Researchers studying Junk tend to favour searching through repeat elements for function. Repeat elements are thought to be involved in chromosomal integrity.  Many are also found in the heterochromatin and may be involved in centromeric activity and chromosome pairing, both have relevance to evolutionary divergence and speciation through manipulation of chromosomes.[31] The Alu sequence[32] comprising the largest class of SINEs[33] [34] is just one of the many transposon elements that make up roughly 35% of our genome. Past studies have indicated no selective pressure for the non-functional Alu repeats.[35]  A recent theory suggests that hypomethylation of Alus in sperm, compared with the female germ line implies that Alus (and their mRNAs through the action of PKR) may be involved in signaling events in early embryogenisis.[36] Using computers it is possible to determine consensus sequences for Alu insertions sites, which would help resolve their functions.  Moreover, one could use phylogenic tools to confirm the selective placement of Alu repeats across species.

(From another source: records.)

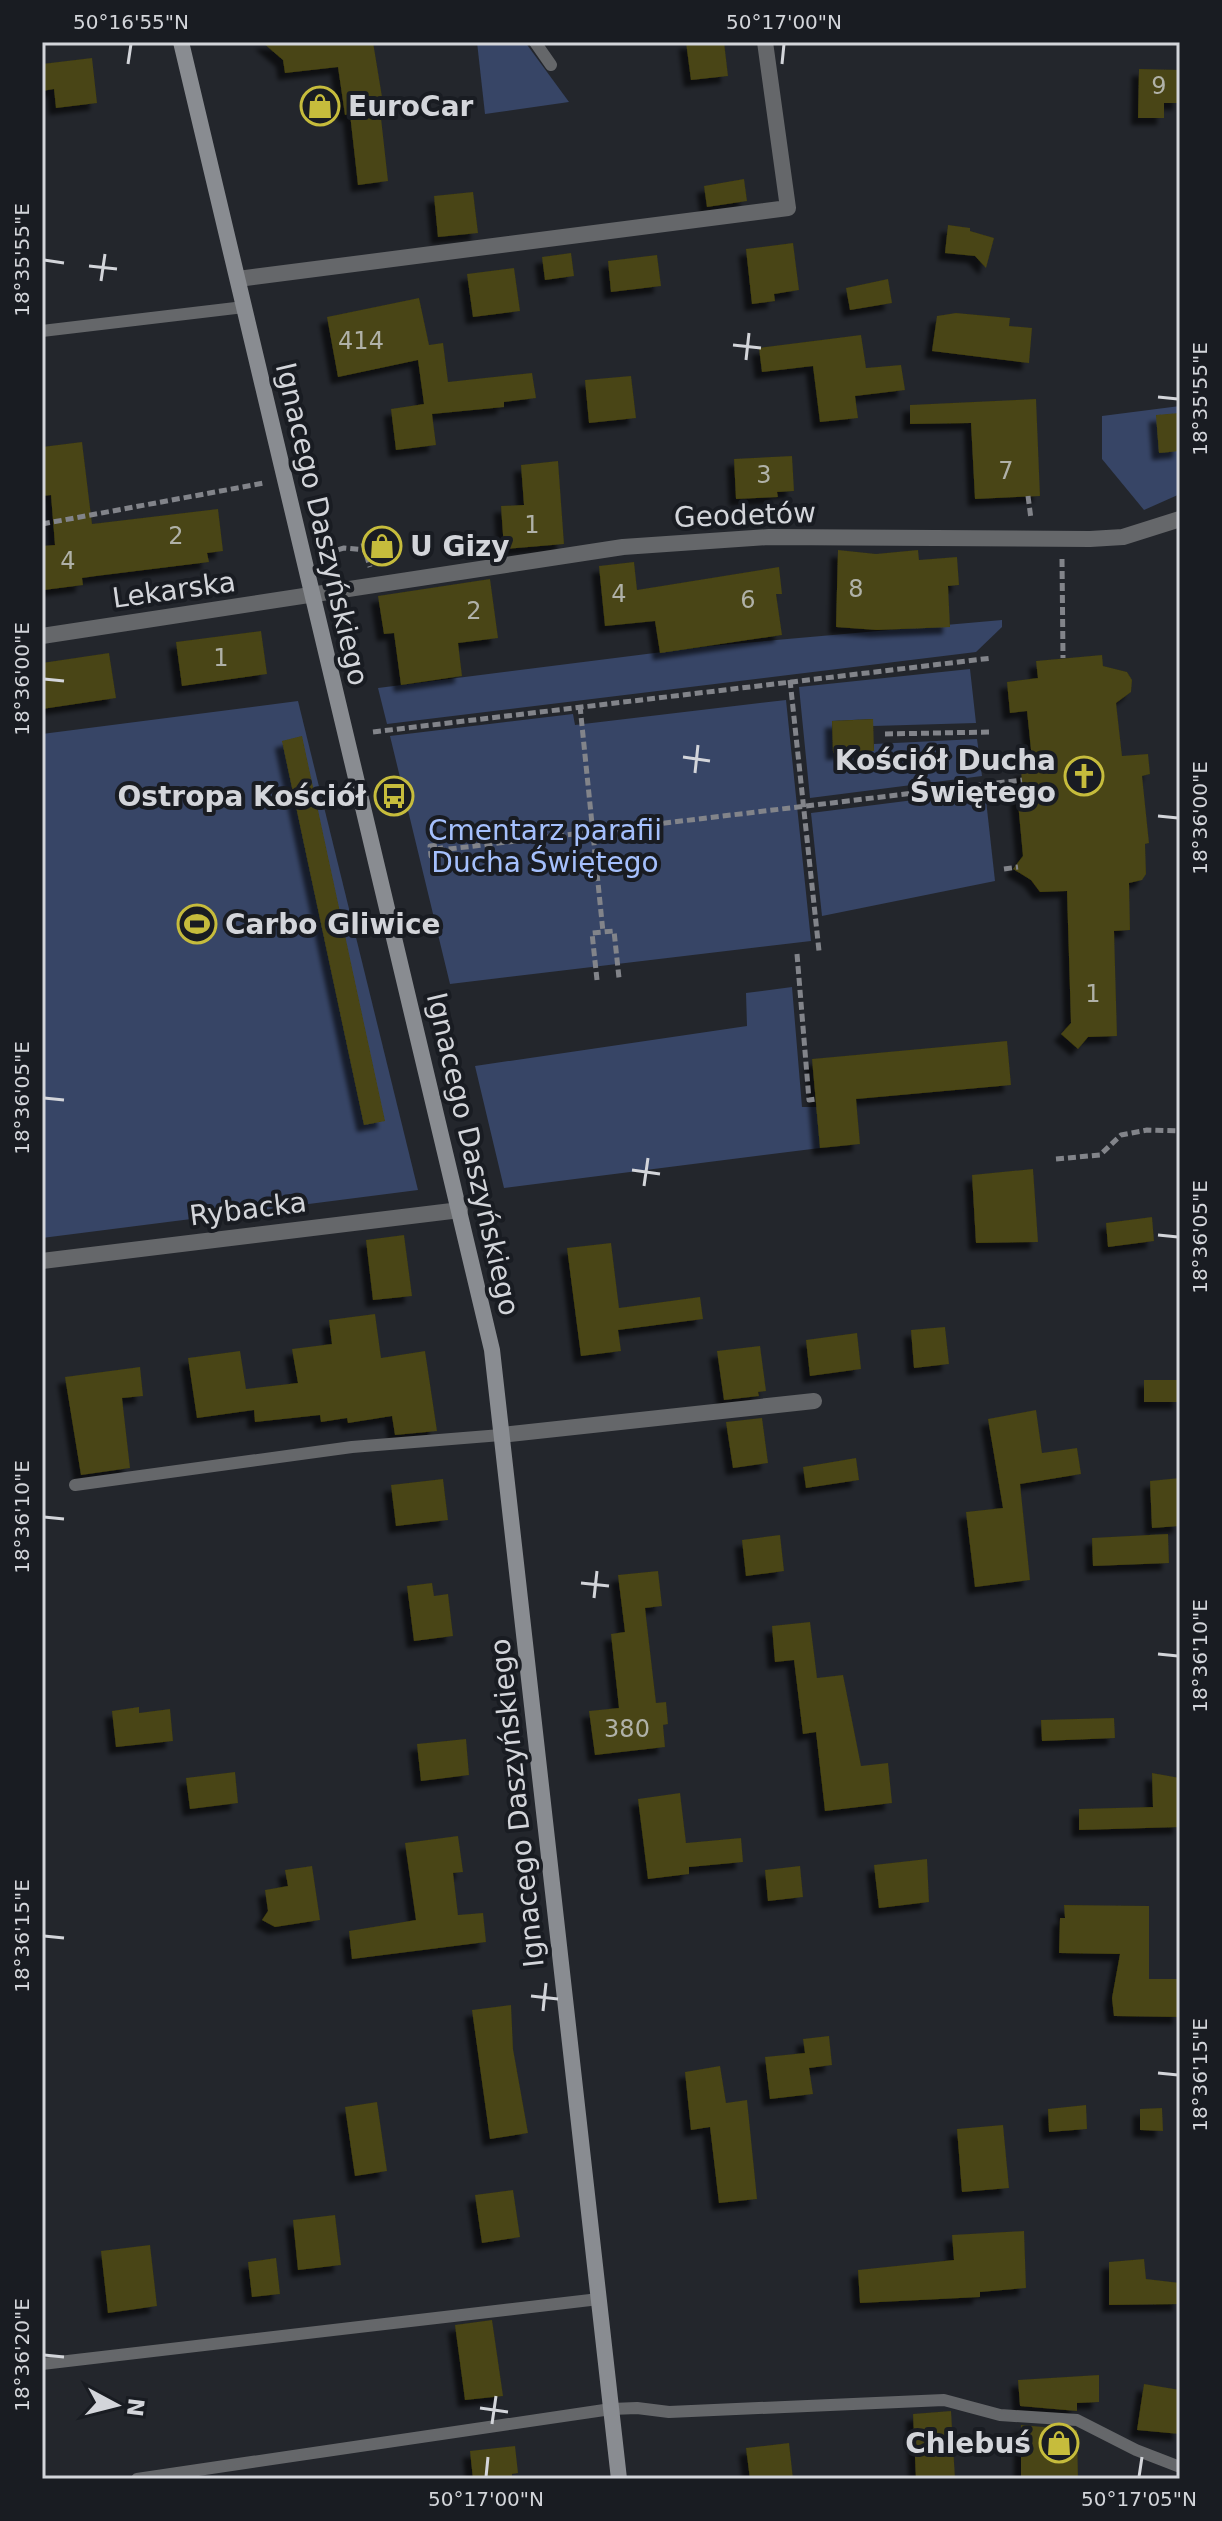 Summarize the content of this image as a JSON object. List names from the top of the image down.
{
  "streets": {
    "main road": ["Ignacego Daszyńskiego"],
    "street": ["Geodetów", "Lekarska", "Rybacka"]
  },
  "crossings": [
    ["Geodetów", "Ignacego Daszyńskiego"],
    ["Geodetów", "Lekarska"],
    ["Ignacego Daszyńskiego", "Lekarska"],
    ["Ignacego Daszyńskiego", "Rybacka"]
  ],
  "parks": ["Cmentarz parafii Ducha Świętego"],
  "places": {
    "shop": ["EuroCar", "U Gizy", "Chlebuś"],
    "church": ["Kościół Ducha Świętego"],
    "bus stop": ["Ostropa Kościół"],
    "sports": ["Carbo Gliwice"]
  },
  "house_numbers": [
    "9",
    "414",
    "7",
    "3",
    "1",
    "2",
    "4",
    "8",
    "4",
    "6",
    "2",
    "1",
    "1",
    "380"
  ],
  "north": "right",
  "coordinates": [
    "50°16'55\"N",
    "50°17'00\"N",
    "18°35'55\"E",
    "18°36'00\"E",
    "18°36'05\"E",
    "18°36'10\"E",
    "18°36'15\"E",
    "18°36'20\"E",
    "50°17'05\"N"
  ]
}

Additionally, non-repetitive Junk may also have functions that can be elucidated.  It was determined, that non-coding DNA has a high GC concentration[37].  Theoretically ORFs within these regions would have higher adaptive plasticity, as they could use   GC rich DNA to vary their final products for selective advantage via alternative splicing.[38]  [39]  Junk sequences may also function as cis-acting transcriptional regulators.[40] [41] One theory posits that base pair distribution in non-coding DNA has an effect on gene transcription through a thermodynamic process.  Moreover, the movement of transposable Junk results in a dynamic system of gene activation, which allows for the organism to adapt to its environment without redesigning its hardwired   system of gene activators.[42][43]


Even random Junk may not be just random junk.  Powerful algorithms are currently searching for homologous sequences in Junk to find promoter functions in our DNA netherworlds[44]. These algorithms are designed to detect sequences that are also highly conserved across evolution, thus probably being functional. [45] [46]  Statistical models have also been used to study the randomness of spreading and loss of repeat sequences throughout the genome.[47] [48]



In 1994 it was proposed[49] [50] that Junk might be similar to natural languages since it follows, among other things,[51] Zipf’s law.[52] [53] The researchers cited this as a possible proof that there exists one or more structured language in our Junk.  This idea was refuted in many letters that claimed, among other things, that Junk does not fit Zipf’s law any better than coding DNA. .[54][55][56][57][58][59][60]      Nevertheless supporters of Zipf’s law maintain their stance.[61] [62] [63]


Similarly, researchers, using a variety of statistical techniques[64] have deduced long-range correlations in Junk DNA.[65]  This may be attributable to the new found functions of many intergenic non-coding regions, which include replication, chromosome segregation, recombination, chromosome stability and interaction with the nuclear matrix.   All of these require the  ‘high redundancy low information’ sequence inherent in Junk.[66]


Obviously, there are functions hidden in Junk DNA. While previously genetics or biochemistry had been the main thrust of this research, I believe that bioinformatical resources will be much more powerful.  The same tools that have been used in the past to delve into the secrets of coding DNA can be used on Junk. A database of Junk sequences should be set up so that one can perform informatics experiments on the data; as there should be few biases and redundancies in a database of Junk.[67] BLAST searches,[68] sequence analysis, phylogenic analysis, even secondary structure analysis.[69] [70] [71] Molecular modeling may define docking sites in Junk secondary structure for DNA associated proteins binding.   Junk specific alignment programs will have to be written to take into account their high mutation rate.    Furthermore, other statistical analysis[72] along the same lines as the failed Zipf’s law experimentation, will definitely prove extremely useful in uncovering Junk’s hidden treasures. Moreover, computational analysis of Junk will reveal other useful information regarding evolutionary progress[73] and evolutionary knowledge is the key to understanding our biology.[74]